HOW TO COMPLETE THIS TASK: Reproduce each entry exactly as written.

== EXCERPTED RECORDS

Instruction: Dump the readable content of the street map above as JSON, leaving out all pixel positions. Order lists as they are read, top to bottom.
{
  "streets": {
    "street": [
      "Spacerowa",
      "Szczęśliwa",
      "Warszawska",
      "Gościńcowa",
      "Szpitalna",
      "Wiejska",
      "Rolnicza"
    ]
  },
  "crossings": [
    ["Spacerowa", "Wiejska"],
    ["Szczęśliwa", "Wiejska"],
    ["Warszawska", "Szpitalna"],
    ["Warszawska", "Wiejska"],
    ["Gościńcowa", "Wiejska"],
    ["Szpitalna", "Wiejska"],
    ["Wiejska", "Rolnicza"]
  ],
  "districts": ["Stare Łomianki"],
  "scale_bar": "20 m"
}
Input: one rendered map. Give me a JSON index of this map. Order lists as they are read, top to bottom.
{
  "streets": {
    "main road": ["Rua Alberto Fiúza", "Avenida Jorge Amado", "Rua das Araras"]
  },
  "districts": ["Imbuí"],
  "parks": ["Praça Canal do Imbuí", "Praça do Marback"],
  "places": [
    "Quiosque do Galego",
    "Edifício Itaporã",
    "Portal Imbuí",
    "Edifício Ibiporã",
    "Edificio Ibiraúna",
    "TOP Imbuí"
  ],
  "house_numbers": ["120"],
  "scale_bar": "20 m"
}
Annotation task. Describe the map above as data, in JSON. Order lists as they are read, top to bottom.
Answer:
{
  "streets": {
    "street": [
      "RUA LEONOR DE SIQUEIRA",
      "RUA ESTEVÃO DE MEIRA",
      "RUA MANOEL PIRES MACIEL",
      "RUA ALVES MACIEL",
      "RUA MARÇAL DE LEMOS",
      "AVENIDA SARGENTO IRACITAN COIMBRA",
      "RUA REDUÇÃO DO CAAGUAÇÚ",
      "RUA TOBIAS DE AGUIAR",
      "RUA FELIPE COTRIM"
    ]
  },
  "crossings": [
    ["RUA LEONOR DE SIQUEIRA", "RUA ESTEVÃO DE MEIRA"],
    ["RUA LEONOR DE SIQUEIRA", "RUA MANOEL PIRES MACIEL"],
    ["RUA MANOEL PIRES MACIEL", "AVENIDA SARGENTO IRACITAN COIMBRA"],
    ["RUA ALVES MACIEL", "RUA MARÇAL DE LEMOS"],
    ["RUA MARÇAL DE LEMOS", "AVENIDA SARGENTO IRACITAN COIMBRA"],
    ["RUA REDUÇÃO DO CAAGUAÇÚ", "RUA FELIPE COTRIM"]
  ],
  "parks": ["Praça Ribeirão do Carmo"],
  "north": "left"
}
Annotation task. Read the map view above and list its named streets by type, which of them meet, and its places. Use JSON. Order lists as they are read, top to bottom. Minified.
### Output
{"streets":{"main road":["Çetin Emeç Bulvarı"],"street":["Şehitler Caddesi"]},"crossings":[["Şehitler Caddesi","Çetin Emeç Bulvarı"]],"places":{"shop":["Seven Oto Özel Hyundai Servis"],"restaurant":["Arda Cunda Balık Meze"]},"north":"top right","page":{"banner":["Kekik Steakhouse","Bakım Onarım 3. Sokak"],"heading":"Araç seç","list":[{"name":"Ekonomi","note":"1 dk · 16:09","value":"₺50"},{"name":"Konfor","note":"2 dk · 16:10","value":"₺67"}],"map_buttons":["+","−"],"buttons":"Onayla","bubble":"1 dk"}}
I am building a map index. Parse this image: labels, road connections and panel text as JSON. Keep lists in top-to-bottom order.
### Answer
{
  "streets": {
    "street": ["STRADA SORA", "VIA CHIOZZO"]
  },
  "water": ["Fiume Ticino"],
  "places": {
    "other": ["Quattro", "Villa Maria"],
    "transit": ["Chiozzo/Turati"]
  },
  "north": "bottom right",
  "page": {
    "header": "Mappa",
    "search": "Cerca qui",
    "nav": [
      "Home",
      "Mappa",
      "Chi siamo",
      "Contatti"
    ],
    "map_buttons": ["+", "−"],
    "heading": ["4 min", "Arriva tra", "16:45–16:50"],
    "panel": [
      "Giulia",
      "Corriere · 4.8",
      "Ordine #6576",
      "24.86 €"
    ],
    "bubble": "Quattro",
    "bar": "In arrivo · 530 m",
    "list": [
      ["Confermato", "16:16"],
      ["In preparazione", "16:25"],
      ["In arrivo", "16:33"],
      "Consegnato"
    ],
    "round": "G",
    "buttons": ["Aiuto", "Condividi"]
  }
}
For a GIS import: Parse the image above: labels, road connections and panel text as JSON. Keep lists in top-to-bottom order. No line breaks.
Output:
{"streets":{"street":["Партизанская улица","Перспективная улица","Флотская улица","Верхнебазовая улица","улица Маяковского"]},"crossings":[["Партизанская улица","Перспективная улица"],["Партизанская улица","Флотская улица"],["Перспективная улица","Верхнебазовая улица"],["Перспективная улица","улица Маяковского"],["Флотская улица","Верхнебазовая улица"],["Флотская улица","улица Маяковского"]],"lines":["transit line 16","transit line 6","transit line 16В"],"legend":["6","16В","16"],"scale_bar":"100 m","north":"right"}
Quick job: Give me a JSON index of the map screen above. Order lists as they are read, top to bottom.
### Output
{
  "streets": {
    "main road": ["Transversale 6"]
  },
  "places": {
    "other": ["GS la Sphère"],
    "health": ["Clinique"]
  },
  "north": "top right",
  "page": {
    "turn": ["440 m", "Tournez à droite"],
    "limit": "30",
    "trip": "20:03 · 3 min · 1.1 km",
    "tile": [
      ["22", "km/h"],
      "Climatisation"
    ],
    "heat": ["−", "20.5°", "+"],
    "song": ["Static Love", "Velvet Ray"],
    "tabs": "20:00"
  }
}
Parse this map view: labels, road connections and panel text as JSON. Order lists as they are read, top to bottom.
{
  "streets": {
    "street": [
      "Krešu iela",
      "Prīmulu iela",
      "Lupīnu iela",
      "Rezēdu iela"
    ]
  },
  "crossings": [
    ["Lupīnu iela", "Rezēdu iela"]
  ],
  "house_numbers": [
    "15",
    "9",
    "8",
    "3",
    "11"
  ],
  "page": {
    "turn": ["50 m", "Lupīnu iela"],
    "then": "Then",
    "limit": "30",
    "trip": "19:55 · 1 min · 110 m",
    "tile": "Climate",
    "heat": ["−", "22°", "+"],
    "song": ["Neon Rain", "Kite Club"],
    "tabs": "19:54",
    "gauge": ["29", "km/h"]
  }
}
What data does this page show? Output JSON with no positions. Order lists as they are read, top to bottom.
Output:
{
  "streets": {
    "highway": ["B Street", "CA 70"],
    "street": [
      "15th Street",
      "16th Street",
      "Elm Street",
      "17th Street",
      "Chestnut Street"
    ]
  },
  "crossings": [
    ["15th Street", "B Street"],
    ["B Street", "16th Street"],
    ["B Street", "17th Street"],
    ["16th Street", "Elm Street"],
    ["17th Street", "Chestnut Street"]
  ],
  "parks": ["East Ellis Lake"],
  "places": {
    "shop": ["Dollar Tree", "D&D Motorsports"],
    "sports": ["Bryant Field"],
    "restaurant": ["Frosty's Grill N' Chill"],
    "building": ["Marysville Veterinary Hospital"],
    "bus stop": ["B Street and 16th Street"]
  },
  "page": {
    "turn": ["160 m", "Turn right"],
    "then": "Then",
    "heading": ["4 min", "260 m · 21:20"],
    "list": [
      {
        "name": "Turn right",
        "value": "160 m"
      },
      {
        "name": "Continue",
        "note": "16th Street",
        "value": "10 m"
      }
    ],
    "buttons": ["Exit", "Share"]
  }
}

====

EXERCISE RESULT:
Instruction: Dump the readable content of the street map above as JSON, leaving out all pixel positions. Order lists as they are read, top to bottom.
{
  "streets": {
    "street": [
      "Spacerowa",
      "Szczęśliwa",
      "Warszawska",
      "Gościńcowa",
      "Szpitalna",
      "Wiejska",
      "Rolnicza"
    ]
  },
  "crossings": [
    ["Spacerowa", "Wiejska"],
    ["Szczęśliwa", "Wiejska"],
    ["Warszawska", "Szpitalna"],
    ["Warszawska", "Wiejska"],
    ["Gościńcowa", "Wiejska"],
    ["Szpitalna", "Wiejska"],
    ["Wiejska", "Rolnicza"]
  ],
  "districts": ["Stare Łomianki"],
  "scale_bar": "20 m"
}
Input: one rendered map. Give me a JSON index of this map. Order lists as they are read, top to bottom.
{
  "streets": {
    "main road": ["Rua Alberto Fiúza", "Avenida Jorge Amado", "Rua das Araras"]
  },
  "districts": ["Imbuí"],
  "parks": ["Praça Canal do Imbuí", "Praça do Marback"],
  "places": [
    "Quiosque do Galego",
    "Edifício Itaporã",
    "Portal Imbuí",
    "Edifício Ibiporã",
    "Edificio Ibiraúna",
    "TOP Imbuí"
  ],
  "house_numbers": ["120"],
  "scale_bar": "20 m"
}
Annotation task. Describe the map above as data, in JSON. Order lists as they are read, top to bottom.
Answer:
{
  "streets": {
    "street": [
      "RUA LEONOR DE SIQUEIRA",
      "RUA ESTEVÃO DE MEIRA",
      "RUA MANOEL PIRES MACIEL",
      "RUA ALVES MACIEL",
      "RUA MARÇAL DE LEMOS",
      "AVENIDA SARGENTO IRACITAN COIMBRA",
      "RUA REDUÇÃO DO CAAGUAÇÚ",
      "RUA TOBIAS DE AGUIAR",
      "RUA FELIPE COTRIM"
    ]
  },
  "crossings": [
    ["RUA LEONOR DE SIQUEIRA", "RUA ESTEVÃO DE MEIRA"],
    ["RUA LEONOR DE SIQUEIRA", "RUA MANOEL PIRES MACIEL"],
    ["RUA MANOEL PIRES MACIEL", "AVENIDA SARGENTO IRACITAN COIMBRA"],
    ["RUA ALVES MACIEL", "RUA MARÇAL DE LEMOS"],
    ["RUA MARÇAL DE LEMOS", "AVENIDA SARGENTO IRACITAN COIMBRA"],
    ["RUA REDUÇÃO DO CAAGUAÇÚ", "RUA FELIPE COTRIM"]
  ],
  "parks": ["Praça Ribeirão do Carmo"],
  "north": "left"
}
Annotation task. Read the map view above and list its named streets by type, which of them meet, and its places. Use JSON. Order lists as they are read, top to bottom. Minified.
### Output
{"streets":{"main road":["Çetin Emeç Bulvarı"],"street":["Şehitler Caddesi"]},"crossings":[["Şehitler Caddesi","Çetin Emeç Bulvarı"]],"places":{"shop":["Seven Oto Özel Hyundai Servis"],"restaurant":["Arda Cunda Balık Meze"]},"north":"top right","page":{"banner":["Kekik Steakhouse","Bakım Onarım 3. Sokak"],"heading":"Araç seç","list":[{"name":"Ekonomi","note":"1 dk · 16:09","value":"₺50"},{"name":"Konfor","note":"2 dk · 16:10","value":"₺67"}],"map_buttons":["+","−"],"buttons":"Onayla","bubble":"1 dk"}}
I am building a map index. Parse this image: labels, road connections and panel text as JSON. Keep lists in top-to-bottom order.
### Answer
{
  "streets": {
    "street": ["STRADA SORA", "VIA CHIOZZO"]
  },
  "water": ["Fiume Ticino"],
  "places": {
    "other": ["Quattro", "Villa Maria"],
    "transit": ["Chiozzo/Turati"]
  },
  "north": "bottom right",
  "page": {
    "header": "Mappa",
    "search": "Cerca qui",
    "nav": [
      "Home",
      "Mappa",
      "Chi siamo",
      "Contatti"
    ],
    "map_buttons": ["+", "−"],
    "heading": ["4 min", "Arriva tra", "16:45–16:50"],
    "panel": [
      "Giulia",
      "Corriere · 4.8",
      "Ordine #6576",
      "24.86 €"
    ],
    "bubble": "Quattro",
    "bar": "In arrivo · 530 m",
    "list": [
      ["Confermato", "16:16"],
      ["In preparazione", "16:25"],
      ["In arrivo", "16:33"],
      "Consegnato"
    ],
    "round": "G",
    "buttons": ["Aiuto", "Condividi"]
  }
}
For a GIS import: Parse the image above: labels, road connections and panel text as JSON. Keep lists in top-to-bottom order. No line breaks.
Output:
{"streets":{"street":["Партизанская улица","Перспективная улица","Флотская улица","Верхнебазовая улица","улица Маяковского"]},"crossings":[["Партизанская улица","Перспективная улица"],["Партизанская улица","Флотская улица"],["Перспективная улица","Верхнебазовая улица"],["Перспективная улица","улица Маяковского"],["Флотская улица","Верхнебазовая улица"],["Флотская улица","улица Маяковского"]],"lines":["transit line 16","transit line 6","transit line 16В"],"legend":["6","16В","16"],"scale_bar":"100 m","north":"right"}
Quick job: Give me a JSON index of the map screen above. Order lists as they are read, top to bottom.
### Output
{
  "streets": {
    "main road": ["Transversale 6"]
  },
  "places": {
    "other": ["GS la Sphère"],
    "health": ["Clinique"]
  },
  "north": "top right",
  "page": {
    "turn": ["440 m", "Tournez à droite"],
    "limit": "30",
    "trip": "20:03 · 3 min · 1.1 km",
    "tile": [
      ["22", "km/h"],
      "Climatisation"
    ],
    "heat": ["−", "20.5°", "+"],
    "song": ["Static Love", "Velvet Ray"],
    "tabs": "20:00"
  }
}
Parse this map view: labels, road connections and panel text as JSON. Order lists as they are read, top to bottom.
{
  "streets": {
    "street": [
      "Krešu iela",
      "Prīmulu iela",
      "Lupīnu iela",
      "Rezēdu iela"
    ]
  },
  "crossings": [
    ["Lupīnu iela", "Rezēdu iela"]
  ],
  "house_numbers": [
    "15",
    "9",
    "8",
    "3",
    "11"
  ],
  "page": {
    "turn": ["50 m", "Lupīnu iela"],
    "then": "Then",
    "limit": "30",
    "trip": "19:55 · 1 min · 110 m",
    "tile": "Climate",
    "heat": ["−", "22°", "+"],
    "song": ["Neon Rain", "Kite Club"],
    "tabs": "19:54",
    "gauge": ["29", "km/h"]
  }
}
What data does this page show? Output JSON with no positions. Order lists as they are read, top to bottom.
Output:
{
  "streets": {
    "highway": ["B Street", "CA 70"],
    "street": [
      "15th Street",
      "16th Street",
      "Elm Street",
      "17th Street",
      "Chestnut Street"
    ]
  },
  "crossings": [
    ["15th Street", "B Street"],
    ["B Street", "16th Street"],
    ["B Street", "17th Street"],
    ["16th Street", "Elm Street"],
    ["17th Street", "Chestnut Street"]
  ],
  "parks": ["East Ellis Lake"],
  "places": {
    "shop": ["Dollar Tree", "D&D Motorsports"],
    "sports": ["Bryant Field"],
    "restaurant": ["Frosty's Grill N' Chill"],
    "building": ["Marysville Veterinary Hospital"],
    "bus stop": ["B Street and 16th Street"]
  },
  "page": {
    "turn": ["160 m", "Turn right"],
    "then": "Then",
    "heading": ["4 min", "260 m · 21:20"],
    "list": [
      {
        "name": "Turn right",
        "value": "160 m"
      },
      {
        "name": "Continue",
        "note": "16th Street",
        "value": "10 m"
      }
    ],
    "buttons": ["Exit", "Share"]
  }
}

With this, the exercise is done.